LPI: Aksi Neno Warisman di Munajat 212 Sangat Berbahaya!

Achmad Fardiansyah , Jurnalis · Sabtu 23 Februari 2019 19:30 WIB
https: img-k.okeinfo.net content 2019 02 23 605 2021952 lpi-aksi-neno-warisman-di-munajat-212-sangat-berbahaya-142AoVMGHV.jpg Direktur LPI Boni Hargens (Foto: Okezone)

JAKARTA - Direktur Lembaga Pemilih Indonesia (LPI), Boni Hargens menilai puisi yang dibacakan Neno Warisman di acara Munajat 212 di Monas tidak patut dicontoh. Sebab, puisi yang dibacakan Inisiator Gerakan #2019GantiPresiden itu masuk katagori politisasi agama, dan seakan memaksa Tuhan untuk memenangkan calon tertentu.

"Ini memaksakan Tuhan harus memenangkan Prabowo misalnya. Ini buat saya sebuah aksi publik yang sangat berbahaya. Karena seakan-akan surga bisa dipolitisasi, dan iman masyarakat dikacaukan oleh narasi politik," kata Boni dalam diskusi yang bertajuk "Pemilu 2019 Bebas Konflik Pendekatan Keamanan dan Intelijen" di Kawasan Sudirman, Jakarta Selatan. Sabtu (23/2/2019).

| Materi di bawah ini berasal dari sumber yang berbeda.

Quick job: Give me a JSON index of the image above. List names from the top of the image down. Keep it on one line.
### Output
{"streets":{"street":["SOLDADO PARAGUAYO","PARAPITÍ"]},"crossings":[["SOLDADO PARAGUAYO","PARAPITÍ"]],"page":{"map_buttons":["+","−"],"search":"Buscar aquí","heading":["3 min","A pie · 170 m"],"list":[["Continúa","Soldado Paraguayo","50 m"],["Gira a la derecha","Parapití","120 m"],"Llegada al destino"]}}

(Baca Juga: BPN Sayangkan Adanya Tindakan Intimidasi Wartawan di Munajat 212)

munajat 212

Boni mengaku tidak habis pikir yang dilontarkan Neno dalam acara tersebut. Menurutnya, dengan puisi tersebut, Wakil Ketua Badan Pemenangan Nasional (BPN) Prabowo Subianto-Sandiaga Uno itu sama saja mengecilkan kekuasaan Tuhan yang maha kuasa.

"Jadi, kalau capresnya kalah. Lalu tidak ada yang menyembah Tuhan. Lho, ini menurut kami radikaliasi berpikir yang sangat bahaya bagi keamanan masyarakat," katanya.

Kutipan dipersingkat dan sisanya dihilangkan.